WHAT IS REQUIRED: Your result should be the lines holding the word "service", copied from the entries below.
BEGIN SOURCE DATA
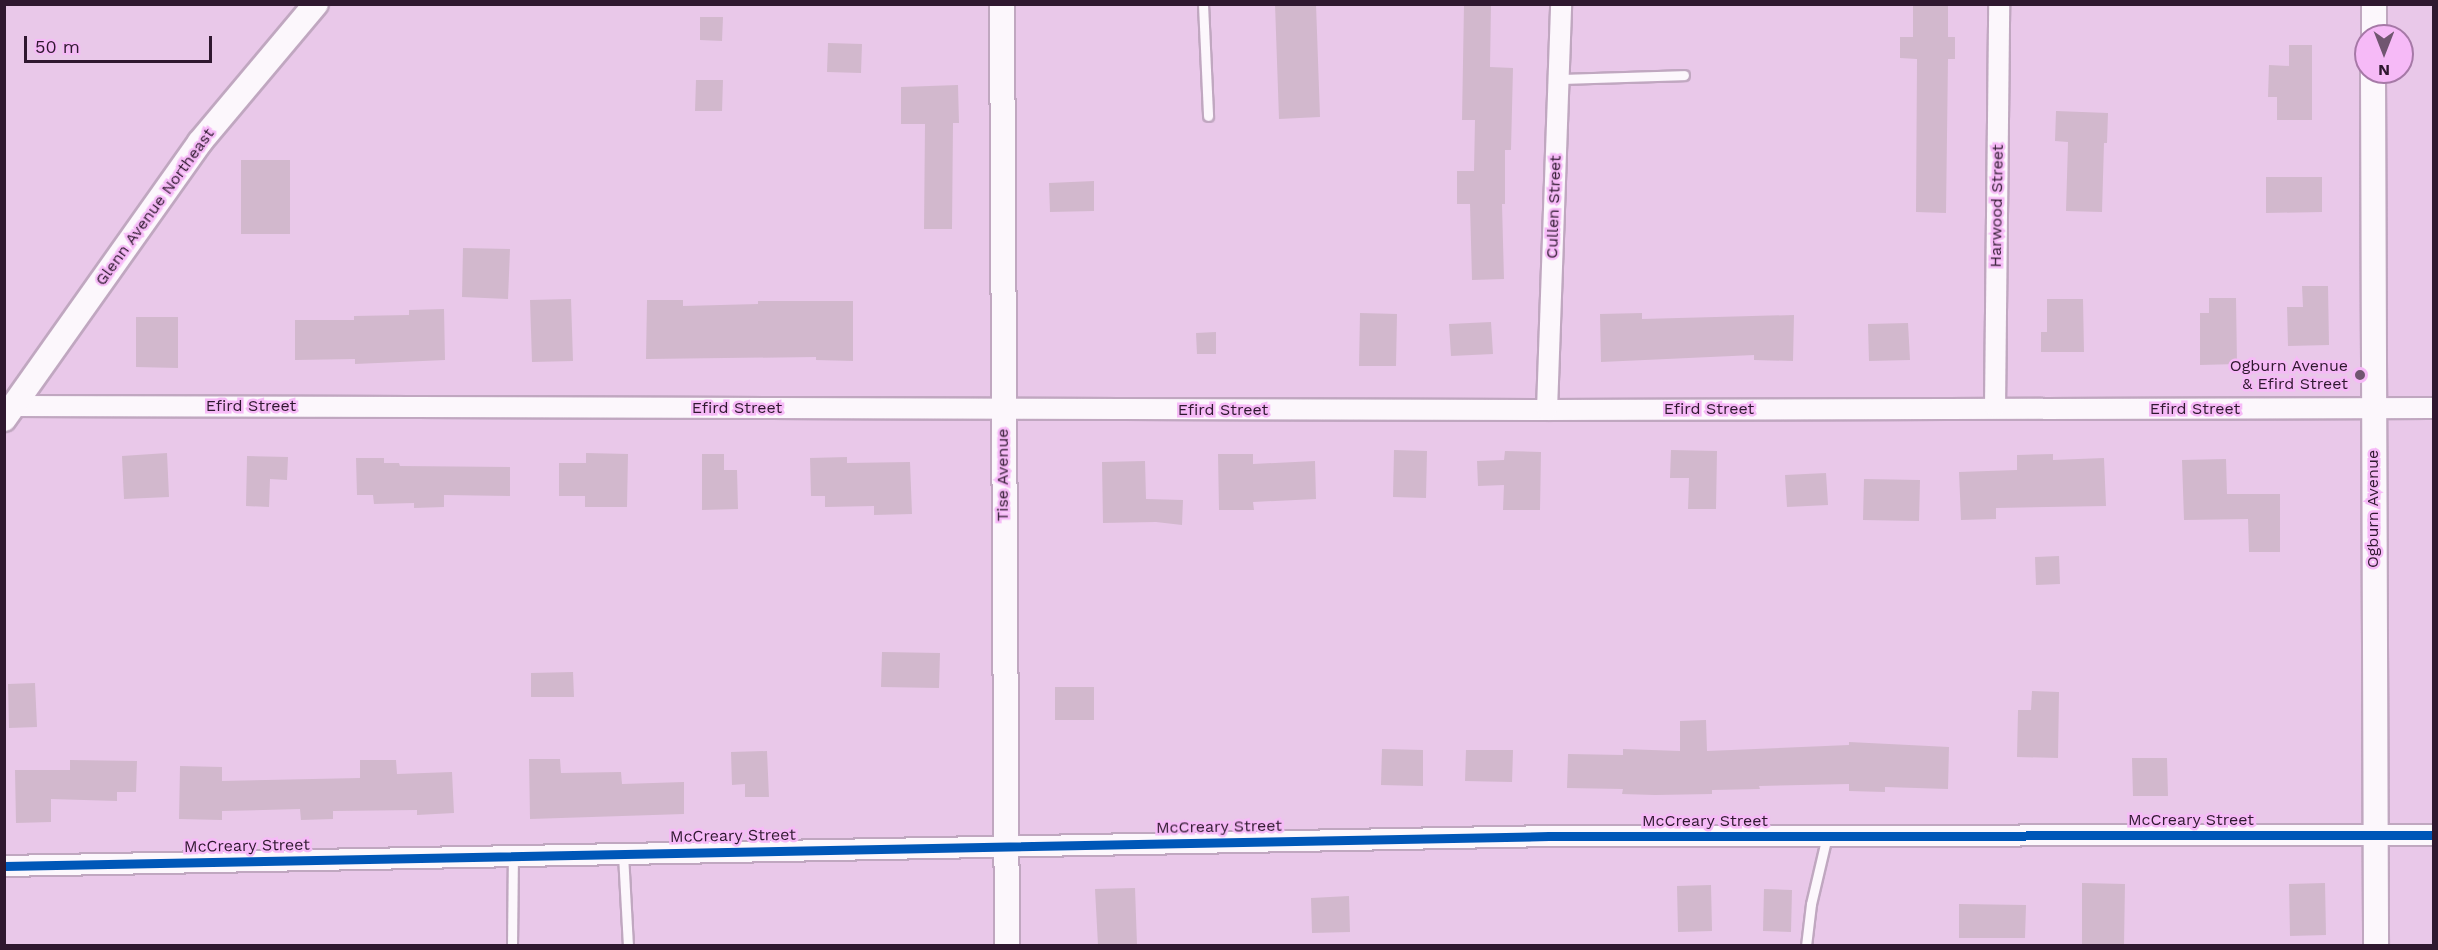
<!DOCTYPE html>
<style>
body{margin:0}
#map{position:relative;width:2438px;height:950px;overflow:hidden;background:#e9c8e9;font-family:"Work Sans",sans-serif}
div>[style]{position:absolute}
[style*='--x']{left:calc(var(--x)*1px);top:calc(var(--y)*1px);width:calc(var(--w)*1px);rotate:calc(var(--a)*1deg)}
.building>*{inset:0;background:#d2b8cd}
.roads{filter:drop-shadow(2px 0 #c0a7c0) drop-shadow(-2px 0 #c0a7c0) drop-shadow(0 2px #c0a7c0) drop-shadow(0 -2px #c0a7c0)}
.service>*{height:9px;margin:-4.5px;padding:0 4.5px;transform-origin:4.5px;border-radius:4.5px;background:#fcf7fc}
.minor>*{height:20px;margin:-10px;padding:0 10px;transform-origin:10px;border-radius:10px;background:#fcf7fc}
.tertiary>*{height:24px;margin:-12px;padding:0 12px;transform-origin:12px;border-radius:12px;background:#fcf7fc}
.cycleway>*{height:9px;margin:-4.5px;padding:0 4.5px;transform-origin:4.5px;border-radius:4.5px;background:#0057b8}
.dots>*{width:16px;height:16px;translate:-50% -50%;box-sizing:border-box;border:3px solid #f6baf7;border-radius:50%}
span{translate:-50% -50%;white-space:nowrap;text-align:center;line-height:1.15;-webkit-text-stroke:5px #f6baf7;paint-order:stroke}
.street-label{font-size:16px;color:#2f182f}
.poi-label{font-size:16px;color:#2f182f}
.right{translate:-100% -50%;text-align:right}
.frame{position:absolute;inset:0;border:6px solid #2f182f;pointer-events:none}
.north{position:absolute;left:2354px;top:24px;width:60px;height:60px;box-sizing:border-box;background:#f6baf7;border:2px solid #a679a7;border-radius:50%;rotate:180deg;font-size:16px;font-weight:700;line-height:24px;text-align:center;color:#2f182f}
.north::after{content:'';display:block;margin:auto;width:21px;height:27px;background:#705670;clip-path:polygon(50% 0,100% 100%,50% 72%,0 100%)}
.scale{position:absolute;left:24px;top:36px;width:188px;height:27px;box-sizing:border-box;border:3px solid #2f182f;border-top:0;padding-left:8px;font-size:18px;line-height:21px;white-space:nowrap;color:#2f182f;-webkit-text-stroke:4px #f6baf7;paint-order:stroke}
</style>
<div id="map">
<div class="building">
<i style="clip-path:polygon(1275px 4px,1316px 4px,1320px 117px,1279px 119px)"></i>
<i style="clip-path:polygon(1464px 4px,1491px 4px,1490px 67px,1513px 68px,1511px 150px,1505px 150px,1505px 204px,1502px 204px,1504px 279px,1472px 280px,1470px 204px,1457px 204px,1457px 171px,1474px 171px,1475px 120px,1462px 120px)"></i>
<i style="clip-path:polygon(1913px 4px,1948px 4px,1948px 37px,1955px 37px,1955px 59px,1948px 59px,1946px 213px,1916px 212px,1917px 59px,1900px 58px,1900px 37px,1913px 37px)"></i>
<i style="clip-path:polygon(700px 17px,723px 17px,722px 41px,700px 40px)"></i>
<i style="clip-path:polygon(828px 43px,862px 44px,861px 73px,827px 72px)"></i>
<i style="clip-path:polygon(2289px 45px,2312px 45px,2312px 120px,2277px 120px,2277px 97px,2268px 97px,2269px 65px,2289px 66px)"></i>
<i style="clip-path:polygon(696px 80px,723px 80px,722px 111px,695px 111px)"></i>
<i style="clip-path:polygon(958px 85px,959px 123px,953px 123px,952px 229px,924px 229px,925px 124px,901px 124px,901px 87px)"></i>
<i style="clip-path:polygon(2056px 111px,2108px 113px,2107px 143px,2104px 143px,2102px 212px,2066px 211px,2068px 142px,2055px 141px)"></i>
<i style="clip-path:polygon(241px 160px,290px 160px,290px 234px,241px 234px)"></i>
<i style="clip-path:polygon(2266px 177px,2322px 177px,2322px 212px,2266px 213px)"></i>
<i style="clip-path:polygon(1094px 181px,1094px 211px,1050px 212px,1049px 183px)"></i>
<i style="clip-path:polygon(463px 248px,510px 249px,508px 299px,462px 297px)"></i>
<i style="clip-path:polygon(2302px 286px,2328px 286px,2329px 345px,2288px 346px,2287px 307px,2303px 307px)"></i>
<i style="clip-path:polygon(2209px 298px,2236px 298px,2237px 364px,2200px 365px,2200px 313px,2209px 313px)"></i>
<i style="clip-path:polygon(571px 299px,573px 361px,532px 362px,530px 300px)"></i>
<i style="clip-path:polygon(2047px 299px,2083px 299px,2084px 352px,2041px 352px,2041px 332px,2047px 332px)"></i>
<i style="clip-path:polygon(647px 300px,683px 300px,683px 306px,758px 304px,758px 301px,853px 301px,853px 361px,816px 360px,816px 357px,646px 359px)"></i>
<i style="clip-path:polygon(444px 309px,445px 360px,355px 364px,355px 359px,295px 360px,295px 320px,354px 320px,354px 316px,409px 315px,409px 310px)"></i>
<i style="clip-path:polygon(1360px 313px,1397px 314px,1396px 366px,1359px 366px)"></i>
<i style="clip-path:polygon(1642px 313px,1642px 319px,1794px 315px,1793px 361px,1754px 360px,1754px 355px,1601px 362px,1600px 314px)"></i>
<i style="clip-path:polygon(136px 317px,178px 317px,178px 368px,136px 367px)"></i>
<i style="clip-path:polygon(1491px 322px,1493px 354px,1451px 356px,1449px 324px)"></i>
<i style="clip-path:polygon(1908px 323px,1910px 360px,1869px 361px,1868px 324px)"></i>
<i style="clip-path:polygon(1216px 332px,1216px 354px,1197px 354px,1196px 333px)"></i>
<i style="clip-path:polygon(1394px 450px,1427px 451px,1426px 498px,1393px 497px)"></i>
<i style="clip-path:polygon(1671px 450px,1717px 451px,1716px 509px,1688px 509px,1689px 478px,1670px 478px)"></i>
<i style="clip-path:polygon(1505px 451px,1541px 452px,1540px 510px,1503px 510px,1504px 485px,1478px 486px,1477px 461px,1504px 460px)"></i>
<i style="clip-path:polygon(167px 453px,169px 497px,124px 499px,122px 456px)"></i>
<i style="clip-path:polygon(586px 453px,628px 454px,627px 507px,585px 507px,585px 496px,559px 496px,559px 463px,586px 463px)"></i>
<i style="clip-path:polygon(702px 454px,724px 454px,724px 470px,737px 470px,738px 509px,702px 510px)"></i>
<i style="clip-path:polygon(1218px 454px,1253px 454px,1253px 464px,1315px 461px,1316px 499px,1253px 502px,1254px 510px,1219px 510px)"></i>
<i style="clip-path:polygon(2053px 454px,2053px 460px,2104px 458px,2106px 506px,1996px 508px,1996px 519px,1961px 520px,1959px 472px,2017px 470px,2017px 455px)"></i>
<i style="clip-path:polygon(247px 456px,288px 457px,287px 480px,270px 479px,269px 507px,246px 506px)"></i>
<i style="clip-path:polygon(847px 457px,847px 463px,910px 462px,912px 514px,874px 515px,874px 506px,825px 507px,825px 496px,811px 496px,810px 458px)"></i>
<i style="clip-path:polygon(356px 458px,384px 458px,384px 463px,399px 463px,400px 466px,510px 467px,510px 496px,444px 495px,444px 507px,414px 508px,414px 503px,374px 504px,373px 495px,357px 495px)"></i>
<i style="clip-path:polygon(2226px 459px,2227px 494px,2280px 494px,2280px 552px,2249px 552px,2248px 519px,2184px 520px,2182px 460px)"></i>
<i style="clip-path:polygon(1145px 461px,1146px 499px,1183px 500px,1182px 525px,1156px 522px,1103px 523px,1102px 462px)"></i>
<i style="clip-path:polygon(1826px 473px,1828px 505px,1787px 507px,1785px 475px)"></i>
<i style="clip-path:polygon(1864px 479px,1920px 480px,1919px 521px,1863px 520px)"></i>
<i style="clip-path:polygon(2059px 556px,2060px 584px,2036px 585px,2035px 557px)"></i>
<i style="clip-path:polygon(882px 652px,940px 653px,939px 688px,881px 687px)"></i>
<i style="clip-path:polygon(573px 672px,574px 697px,531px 697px,531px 673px)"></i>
<i style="clip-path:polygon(35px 683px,37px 727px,9px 728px,8px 684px)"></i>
<i style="clip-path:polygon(1055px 687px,1094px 687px,1094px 720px,1055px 720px)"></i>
<i style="clip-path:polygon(2032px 691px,2059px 692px,2058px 758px,2017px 757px,2018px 710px,2031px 710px)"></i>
<i style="clip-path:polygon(1706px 720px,1707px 751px,1849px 745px,1849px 742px,1949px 747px,1948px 789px,1885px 787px,1885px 792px,1849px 791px,1849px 784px,1759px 786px,1760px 789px,1712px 790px,1712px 794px,1655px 795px,1622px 794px,1623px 789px,1567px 788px,1568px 754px,1623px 755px,1623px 749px,1680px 751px,1680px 721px)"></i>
<i style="clip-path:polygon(1382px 749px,1423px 750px,1423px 786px,1381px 785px)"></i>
<i style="clip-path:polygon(1466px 750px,1513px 750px,1512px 782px,1465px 781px)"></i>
<i style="clip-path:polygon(767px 751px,769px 797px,745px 797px,745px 784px,732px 785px,731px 752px)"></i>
<i style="clip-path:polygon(2132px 758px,2167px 758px,2168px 796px,2133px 796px)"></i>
<i style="clip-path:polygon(529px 759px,560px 759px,561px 773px,621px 772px,622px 784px,684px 782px,684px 814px,530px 819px)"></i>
<i style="clip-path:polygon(70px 760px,137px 761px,136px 792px,117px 792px,117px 801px,51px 799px,51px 822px,16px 823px,15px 770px,70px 770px)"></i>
<i style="clip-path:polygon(360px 760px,396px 760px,397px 774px,452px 772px,454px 813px,417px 815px,417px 810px,333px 811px,333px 819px,301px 820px,300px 809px,222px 811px,222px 820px,179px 819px,180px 766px,222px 767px,222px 781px,360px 778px)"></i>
<i style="clip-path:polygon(2082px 883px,2125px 884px,2124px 945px,2082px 945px)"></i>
<i style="clip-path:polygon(2325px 883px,2326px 935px,2290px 936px,2289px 884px)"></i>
<i style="clip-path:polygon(1711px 885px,1712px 931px,1678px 932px,1677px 886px)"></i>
<i style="clip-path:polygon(1135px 888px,1137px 945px,1098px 945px,1095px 889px)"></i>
<i style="clip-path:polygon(1764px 889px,1792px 890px,1791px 932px,1763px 931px)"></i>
<i style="clip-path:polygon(1349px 896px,1350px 932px,1312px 933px,1311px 898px)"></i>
<i style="clip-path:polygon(1959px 904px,2026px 905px,2025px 938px,1959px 938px)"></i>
</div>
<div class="roads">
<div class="service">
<i style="--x:1203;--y:4;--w:112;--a:87.4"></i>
<i style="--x:1558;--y:79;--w:126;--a:-1.8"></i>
<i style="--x:623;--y:854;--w:92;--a:86.9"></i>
<i style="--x:512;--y:946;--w:90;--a:-89.4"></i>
<i style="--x:1806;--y:946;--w:42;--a:-83.2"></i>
<i style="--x:1811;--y:904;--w:70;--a:-76.8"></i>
</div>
<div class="minor">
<i style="--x:13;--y:406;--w:1534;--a:0.15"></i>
<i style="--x:1547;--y:410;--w:887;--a:-0.13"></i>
<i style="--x:1995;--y:407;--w:403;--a:-89.4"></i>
<i style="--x:1547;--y:410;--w:406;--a:-88"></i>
<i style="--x:4;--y:866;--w:1545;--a:-1.11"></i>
<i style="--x:1549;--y:836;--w:885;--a:-0.06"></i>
</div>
<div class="tertiary">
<i style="--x:1002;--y:4;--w:942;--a:89.7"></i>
<i style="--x:2374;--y:36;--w:32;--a:-90"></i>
<i style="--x:2373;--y:72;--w:874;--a:89.8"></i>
<i style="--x:4;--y:419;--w:339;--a:-54.7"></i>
<i style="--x:200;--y:142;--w:180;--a:-50"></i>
</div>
</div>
<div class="cycleway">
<i style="--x:4;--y:866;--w:1545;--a:-1.11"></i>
<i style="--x:1549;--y:836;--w:885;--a:-0.06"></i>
</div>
<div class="dots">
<i style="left:2360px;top:375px;background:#705670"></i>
</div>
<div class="street-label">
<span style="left:1997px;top:206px;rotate:-89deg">Harwood Street</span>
<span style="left:155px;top:207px;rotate:-54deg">Glenn Avenue Northeast</span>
<span style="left:1554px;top:207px;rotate:-88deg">Cullen Street</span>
<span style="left:251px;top:406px">Efird Street</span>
<span style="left:737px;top:408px">Efird Street</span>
<span style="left:1709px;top:409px">Efird Street</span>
<span style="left:2195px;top:409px">Efird Street</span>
<span style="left:1223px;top:410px">Efird Street</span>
<span style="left:1003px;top:475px;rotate:-90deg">Tise Avenue</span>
<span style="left:2373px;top:509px;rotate:-90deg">Ogburn Avenue</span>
<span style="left:2191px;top:820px">McCreary Street</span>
<span style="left:1705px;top:821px">McCreary Street</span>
<span style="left:1219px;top:827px;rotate:-1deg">McCreary Street</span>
<span style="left:733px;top:836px;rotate:-1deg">McCreary Street</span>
<span style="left:247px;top:846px;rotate:-1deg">McCreary Street</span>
</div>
<div class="poi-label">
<span class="right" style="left:2348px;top:375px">Ogburn Avenue<br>&amp; Efird Street</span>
</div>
<div class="frame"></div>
<div class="north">N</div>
<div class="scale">50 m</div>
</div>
END SOURCE DATA
REPLY:
.service>*{height:9px;margin:-4.5px;padding:0 4.5px;transform-origin:4.5px;border-radius:4.5px;background:#fcf7fc}
<div class="service">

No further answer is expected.